[ACTIVITY] Give the entries again, word for word.
------------------------------------------------------------------------
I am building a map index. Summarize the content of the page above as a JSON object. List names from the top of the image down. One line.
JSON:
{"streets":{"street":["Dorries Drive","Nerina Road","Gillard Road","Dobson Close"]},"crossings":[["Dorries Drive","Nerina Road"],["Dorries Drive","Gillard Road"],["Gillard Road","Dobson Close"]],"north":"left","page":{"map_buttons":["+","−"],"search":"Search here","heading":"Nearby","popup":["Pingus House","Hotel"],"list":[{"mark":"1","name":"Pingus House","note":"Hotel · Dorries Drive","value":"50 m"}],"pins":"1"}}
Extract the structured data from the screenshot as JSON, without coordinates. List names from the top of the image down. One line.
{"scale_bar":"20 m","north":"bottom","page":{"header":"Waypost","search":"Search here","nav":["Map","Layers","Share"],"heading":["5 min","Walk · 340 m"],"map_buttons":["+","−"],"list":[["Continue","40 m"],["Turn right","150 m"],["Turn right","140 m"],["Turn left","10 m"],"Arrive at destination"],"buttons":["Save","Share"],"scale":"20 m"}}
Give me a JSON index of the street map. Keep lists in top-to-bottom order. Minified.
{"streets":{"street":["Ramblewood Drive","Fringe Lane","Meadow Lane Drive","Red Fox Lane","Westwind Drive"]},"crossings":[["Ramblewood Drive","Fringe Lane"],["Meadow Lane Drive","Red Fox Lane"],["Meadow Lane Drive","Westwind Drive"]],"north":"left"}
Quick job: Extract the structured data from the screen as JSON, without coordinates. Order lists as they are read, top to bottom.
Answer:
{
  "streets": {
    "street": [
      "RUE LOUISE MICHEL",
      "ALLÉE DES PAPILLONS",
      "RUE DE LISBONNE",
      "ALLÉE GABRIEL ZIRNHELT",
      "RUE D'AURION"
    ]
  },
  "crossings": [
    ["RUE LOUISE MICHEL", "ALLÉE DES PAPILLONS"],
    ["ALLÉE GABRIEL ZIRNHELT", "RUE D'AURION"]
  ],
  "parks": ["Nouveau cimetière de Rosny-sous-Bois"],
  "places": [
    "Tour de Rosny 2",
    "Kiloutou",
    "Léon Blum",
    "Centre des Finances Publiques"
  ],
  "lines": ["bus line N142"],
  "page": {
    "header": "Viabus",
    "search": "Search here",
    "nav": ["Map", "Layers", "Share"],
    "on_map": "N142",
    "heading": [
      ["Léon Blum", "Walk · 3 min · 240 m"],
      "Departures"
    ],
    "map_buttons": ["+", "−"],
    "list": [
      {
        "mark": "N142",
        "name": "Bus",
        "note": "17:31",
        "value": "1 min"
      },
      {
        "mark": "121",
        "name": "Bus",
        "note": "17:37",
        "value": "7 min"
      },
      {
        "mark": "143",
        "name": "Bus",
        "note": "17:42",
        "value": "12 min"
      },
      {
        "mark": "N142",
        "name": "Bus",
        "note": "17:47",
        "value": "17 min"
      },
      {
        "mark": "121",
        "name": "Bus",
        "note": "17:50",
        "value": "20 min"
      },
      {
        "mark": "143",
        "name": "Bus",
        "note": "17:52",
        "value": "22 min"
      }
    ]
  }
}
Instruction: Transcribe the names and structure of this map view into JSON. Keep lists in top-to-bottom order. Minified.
------------------------------------------------------------------------
[YOUR RESPONSE]
I am building a map index. Summarize the content of the page above as a JSON object. List names from the top of the image down. One line.
JSON:
{"streets":{"street":["Dorries Drive","Nerina Road","Gillard Road","Dobson Close"]},"crossings":[["Dorries Drive","Nerina Road"],["Dorries Drive","Gillard Road"],["Gillard Road","Dobson Close"]],"north":"left","page":{"map_buttons":["+","−"],"search":"Search here","heading":"Nearby","popup":["Pingus House","Hotel"],"list":[{"mark":"1","name":"Pingus House","note":"Hotel · Dorries Drive","value":"50 m"}],"pins":"1"}}
Extract the structured data from the screenshot as JSON, without coordinates. List names from the top of the image down. One line.
{"scale_bar":"20 m","north":"bottom","page":{"header":"Waypost","search":"Search here","nav":["Map","Layers","Share"],"heading":["5 min","Walk · 340 m"],"map_buttons":["+","−"],"list":[["Continue","40 m"],["Turn right","150 m"],["Turn right","140 m"],["Turn left","10 m"],"Arrive at destination"],"buttons":["Save","Share"],"scale":"20 m"}}
Give me a JSON index of the street map. Keep lists in top-to-bottom order. Minified.
{"streets":{"street":["Ramblewood Drive","Fringe Lane","Meadow Lane Drive","Red Fox Lane","Westwind Drive"]},"crossings":[["Ramblewood Drive","Fringe Lane"],["Meadow Lane Drive","Red Fox Lane"],["Meadow Lane Drive","Westwind Drive"]],"north":"left"}
Quick job: Extract the structured data from the screen as JSON, without coordinates. Order lists as they are read, top to bottom.
Answer:
{
  "streets": {
    "street": [
      "RUE LOUISE MICHEL",
      "ALLÉE DES PAPILLONS",
      "RUE DE LISBONNE",
      "ALLÉE GABRIEL ZIRNHELT",
      "RUE D'AURION"
    ]
  },
  "crossings": [
    ["RUE LOUISE MICHEL", "ALLÉE DES PAPILLONS"],
    ["ALLÉE GABRIEL ZIRNHELT", "RUE D'AURION"]
  ],
  "parks": ["Nouveau cimetière de Rosny-sous-Bois"],
  "places": [
    "Tour de Rosny 2",
    "Kiloutou",
    "Léon Blum",
    "Centre des Finances Publiques"
  ],
  "lines": ["bus line N142"],
  "page": {
    "header": "Viabus",
    "search": "Search here",
    "nav": ["Map", "Layers", "Share"],
    "on_map": "N142",
    "heading": [
      ["Léon Blum", "Walk · 3 min · 240 m"],
      "Departures"
    ],
    "map_buttons": ["+", "−"],
    "list": [
      {
        "mark": "N142",
        "name": "Bus",
        "note": "17:31",
        "value": "1 min"
      },
      {
        "mark": "121",
        "name": "Bus",
        "note": "17:37",
        "value": "7 min"
      },
      {
        "mark": "143",
        "name": "Bus",
        "note": "17:42",
        "value": "12 min"
      },
      {
        "mark": "N142",
        "name": "Bus",
        "note": "17:47",
        "value": "17 min"
      },
      {
        "mark": "121",
        "name": "Bus",
        "note": "17:50",
        "value": "20 min"
      },
      {
        "mark": "143",
        "name": "Bus",
        "note": "17:52",
        "value": "22 min"
      }
    ]
  }
}
Instruction: Transcribe the names and structure of this map view into JSON. Keep lists in top-to-bottom order. Minified.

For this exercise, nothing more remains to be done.